La force du livre de John D. Barrow est de présenter synthétiquement les différentes hypothèses concernant cette nature, lui permettant finalement de présenter sa propre thèse, plutôt surprenante et fort intrigante.

UN CYCLE DE CONFÉRENCES

John D. Barrow, physicien théoricien, cosmologiste et mathématicien, est l’un de ces scientifiques qui cherchent inlassablement à vulgariser les questions difficiles que posent ces disciplines ; il a donc écrit de nombreux livres à destination du grand public. Ce petit livre, intitulé Pourquoi le monde est-il mathématique ? est constitué de la retranscription d’un cycle de conférences données par Barrow en 1991 à l’université de Milan, dans le cadre du cours de philosophie de la science, et porte plus spécifiquement sur la question de la signification des mathématiques. Le schéma de ce cycle est assez simple : le monde est mathématique, les mathématiques ne sont pas une activité aussi « naturelle » qu’on pourrait le croire, les différentes conceptions du rapport entre les mathématiques et le monde matériel et, finalement, le modèle de Barrow quant à ce rapport. En une centaine de pages, Barrow synthétise la question et y apporte une réponse novatrice, devenue au fil des années plutôt crédible.

EMPIRISME OU FORMALISME

C’est en étudiant la notion de nombre que Barrow affirme que les mathématiques ne sont pas une activité aussi « naturelle » qu’on pourrait le croire. La question est alors celle de leur nature même. Suivant le fil de l’histoire de la philosophie des mathématiques, Barrow expose successivement l’empirisme, le formalisme, le réalisme et l’intuitionnisme. L’empirisme soutient que les mathématiques sont de purs produits de l’esprit et qu’il n’y a aucune raison de penser que le monde est mathématique. Néanmoins, si les mathématiques étaient une création de l’esprit humain, on devrait distinguer des particularités culturelles. Or, le théorème de Pytha-gore, par exemple, est universellement vrai. Refusant ce genre de débat, les formalistes conçoivent les mathématiques comme une manipulation de symboles sans signification. Mais, après Gôdel, il s’avère nécessaire de sortir du cadre formel des axiomes et des règles. Les mathématiques ne peuvent plus être considérées comme un système clos.
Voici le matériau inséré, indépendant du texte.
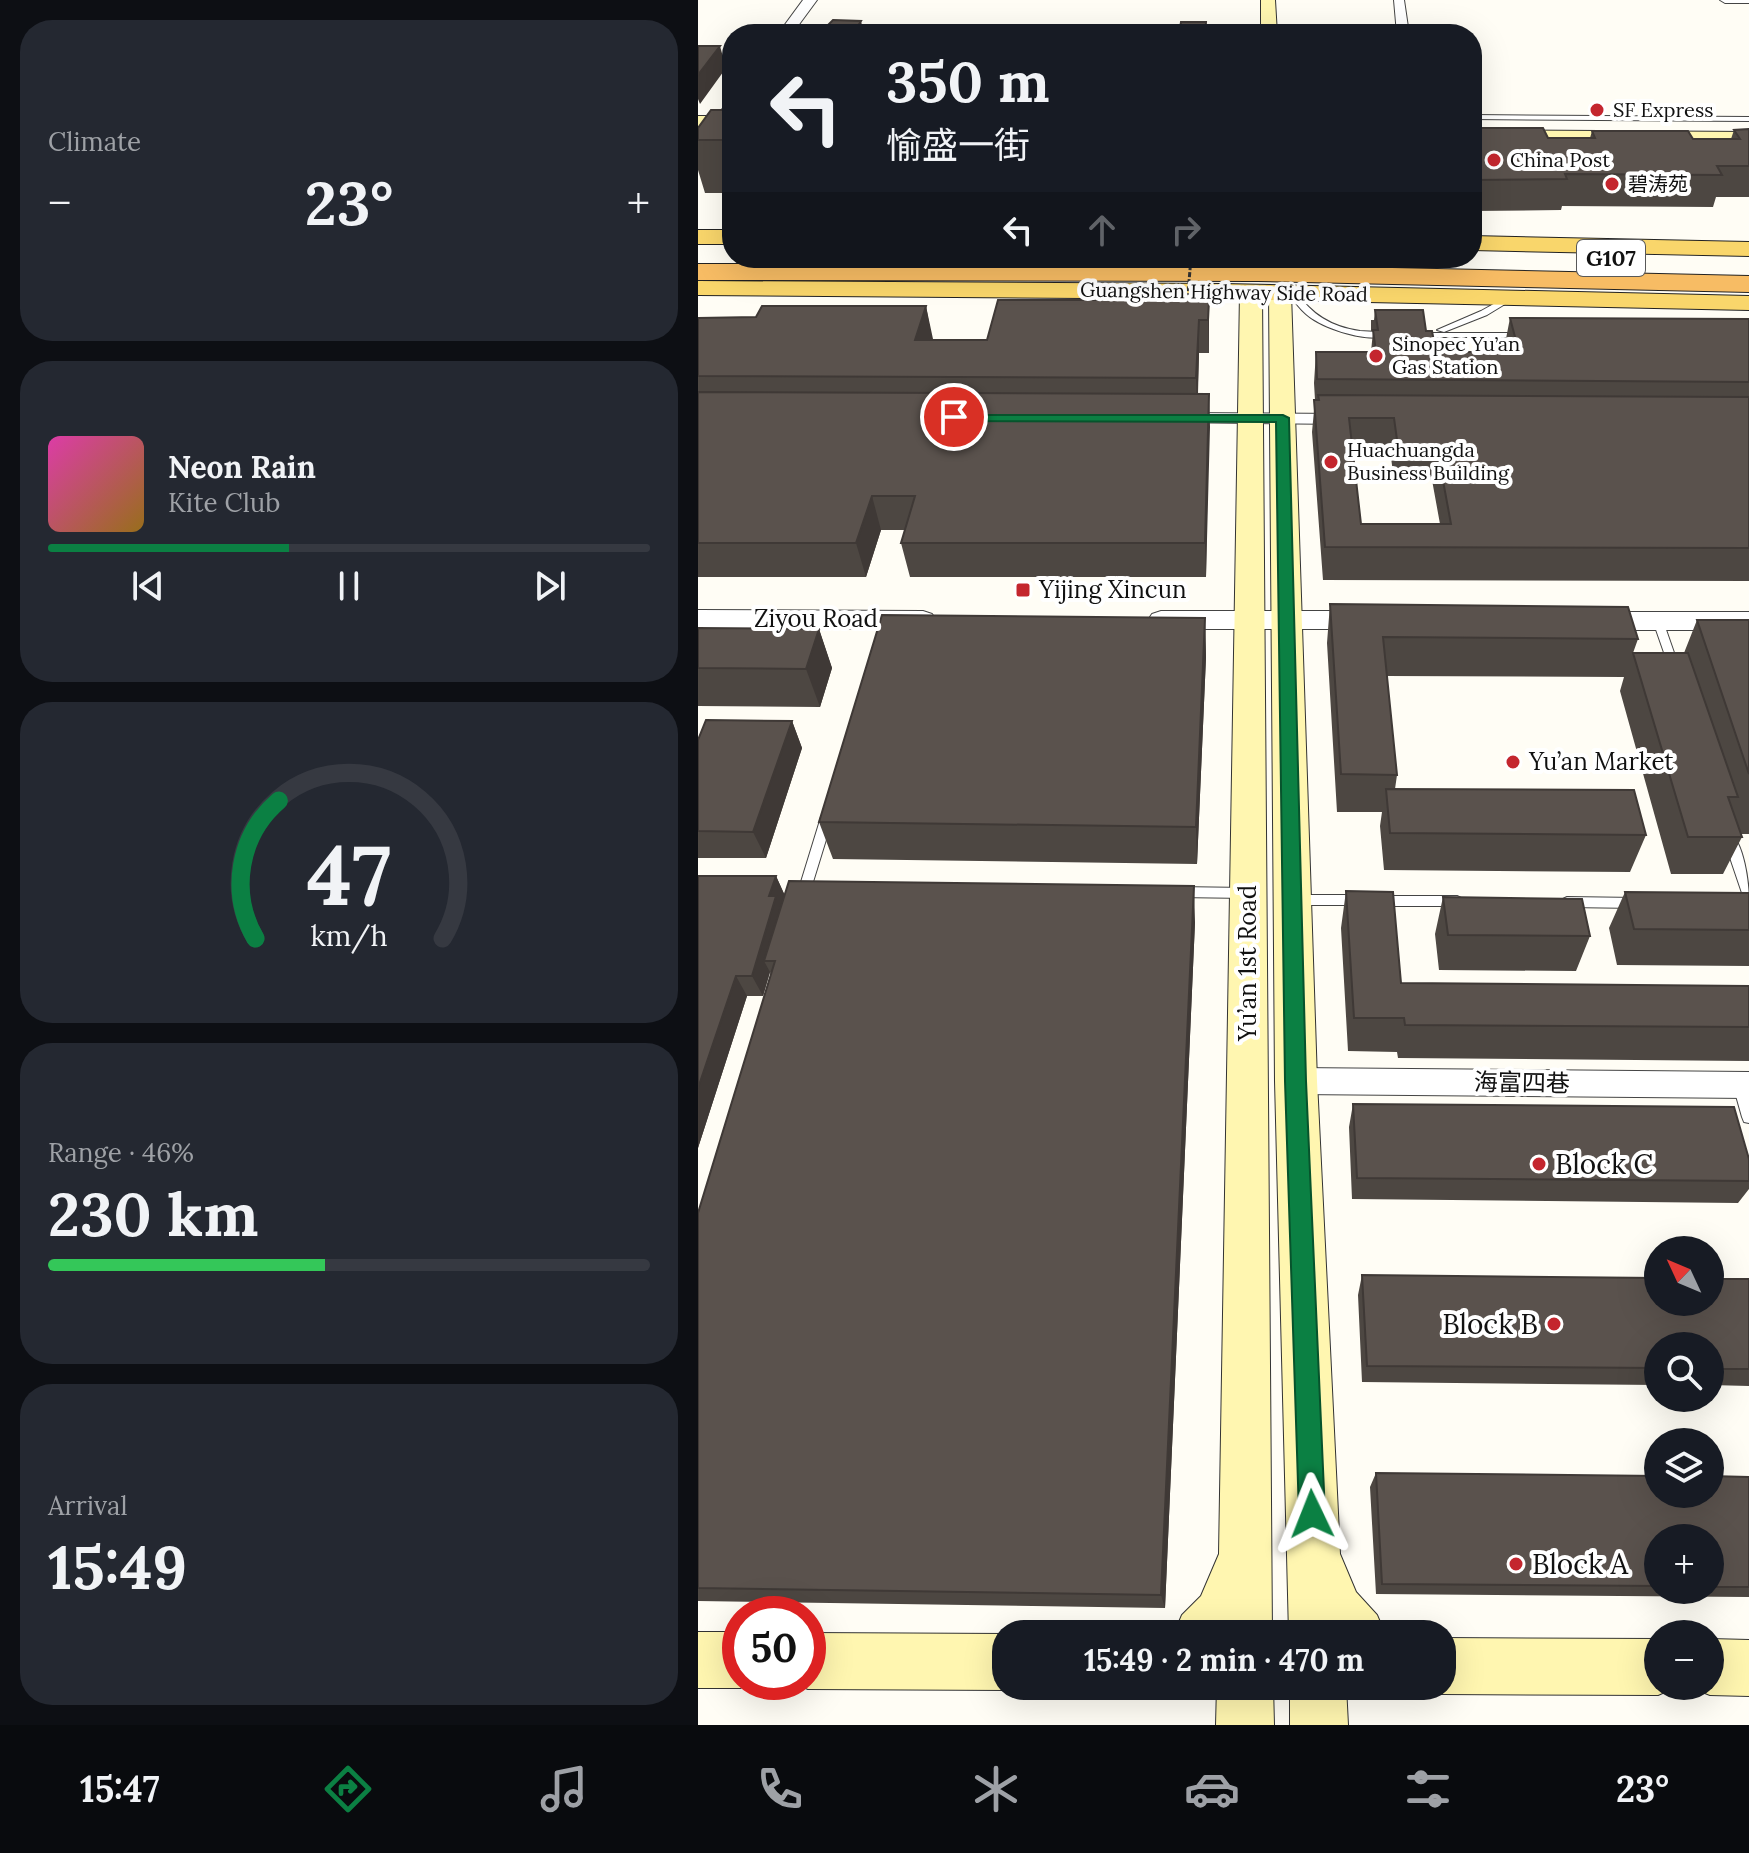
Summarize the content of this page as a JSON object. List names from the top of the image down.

RÉALISME ET INTUITIONNISME

Si la vérité mathématique est au-delà des axiomes et des règles, il faut peut-être considérer que les entités mathématiques existent indépendamment de nos efforts pour les définir. C’est le réalisme. Que le monde matériel ne soit que l’incarnation du monde mathématique permet bien d’expliquer l’incroyable efficacité des mathématiques. Selon les intuitionnistes, les mathématiques doivent se construire à partir de notre intuition. D’où le rejet des entités telles que les ensembles infinis. À cette conception des mathématiques, John D. Barrow conteste qu’il existe une intuition universelle des nombres naturels et se demande s’il n’est pas possible d’avoir une intuition de l’infini. Il remarque aussi que selon cette conception, on n’explique pas comment des concepts non validés par la démarche des intuitionnistes peuvent être utiles dans l’étude du monde physique. Ces critiques amènent alors John D. Barrow à présenter sa propre conception, construite sur le modèle de l’ordinateur.

UN ALGORITHME À DÉCODER

Dans la dernière conférence, John D. Barrow invite le lecteur à appréhender les lois de la nature, non pas à travers les notions d’invariance et de symétrie, mais plutôt à travers celles de calcul et d’algorithme. Selon cette conception, l’Univers n’obéirait pas à un schéma géométrique qu’il s’agirait de décrire, mais évoluerait comme un programme d’ordinateur qu’il nous faudrait décoder. John D. Barrow est alors conduit à nous présenter tout naturellement la notion de calculabilité (en référence à Turing), ainsi que celle de hasard des nombres (référence à Chaitin). Conception pour le moins audacieuse, que peu de théoriciens vont défendre depuis. Toutefois, elle reste intéressante, car elle fait écho à la manière dont le monde est en train de se transformer sous la poussée des algorithmes, derrière lesquels se cache un vaste monde mathématique. On peut alors s’interroger sur la possibilité d’une sorte de réciprocité entre le monde en tant qu’algorithme et les algorithmes en tant que monde.